### TASK OBJECTIVE
Locate all lines in the data below that hold "index" and show them.

### GIVEN DATA
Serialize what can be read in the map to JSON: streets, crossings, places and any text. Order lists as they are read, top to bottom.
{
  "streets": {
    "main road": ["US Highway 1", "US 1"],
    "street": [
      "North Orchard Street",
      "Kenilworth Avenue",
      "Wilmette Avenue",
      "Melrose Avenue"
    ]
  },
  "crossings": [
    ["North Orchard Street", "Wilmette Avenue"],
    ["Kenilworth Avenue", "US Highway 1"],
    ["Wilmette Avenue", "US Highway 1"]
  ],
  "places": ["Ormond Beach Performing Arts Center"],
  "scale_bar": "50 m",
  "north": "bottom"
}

--

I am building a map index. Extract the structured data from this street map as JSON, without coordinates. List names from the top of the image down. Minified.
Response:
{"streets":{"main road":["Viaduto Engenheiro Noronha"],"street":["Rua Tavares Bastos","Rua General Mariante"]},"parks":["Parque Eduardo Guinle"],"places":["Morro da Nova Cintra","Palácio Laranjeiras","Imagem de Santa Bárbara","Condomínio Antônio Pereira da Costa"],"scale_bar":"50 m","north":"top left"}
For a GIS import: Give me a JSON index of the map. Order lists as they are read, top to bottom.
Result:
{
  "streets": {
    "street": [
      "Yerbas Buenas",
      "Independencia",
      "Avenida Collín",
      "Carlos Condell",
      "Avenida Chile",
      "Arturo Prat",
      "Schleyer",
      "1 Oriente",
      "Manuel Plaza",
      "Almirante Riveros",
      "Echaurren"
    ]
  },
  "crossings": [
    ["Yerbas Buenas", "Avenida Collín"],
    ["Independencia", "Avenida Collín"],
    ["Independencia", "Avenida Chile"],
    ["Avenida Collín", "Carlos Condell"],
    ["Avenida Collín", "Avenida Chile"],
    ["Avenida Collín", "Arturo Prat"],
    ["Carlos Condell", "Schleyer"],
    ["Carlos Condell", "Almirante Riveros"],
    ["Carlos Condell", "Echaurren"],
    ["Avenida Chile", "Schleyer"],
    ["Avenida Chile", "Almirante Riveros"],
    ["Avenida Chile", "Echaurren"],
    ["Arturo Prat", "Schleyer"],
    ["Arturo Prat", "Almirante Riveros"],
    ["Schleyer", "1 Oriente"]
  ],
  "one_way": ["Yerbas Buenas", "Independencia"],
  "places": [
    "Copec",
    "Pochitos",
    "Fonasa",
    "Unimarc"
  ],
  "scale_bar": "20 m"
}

### YOUR RESPONSE
I am building a map index. Extract the structured data from this street map as JSON, without coordinates. List names from the top of the image down. Minified.
For a GIS import: Give me a JSON index of the map. Order lists as they are read, top to bottom.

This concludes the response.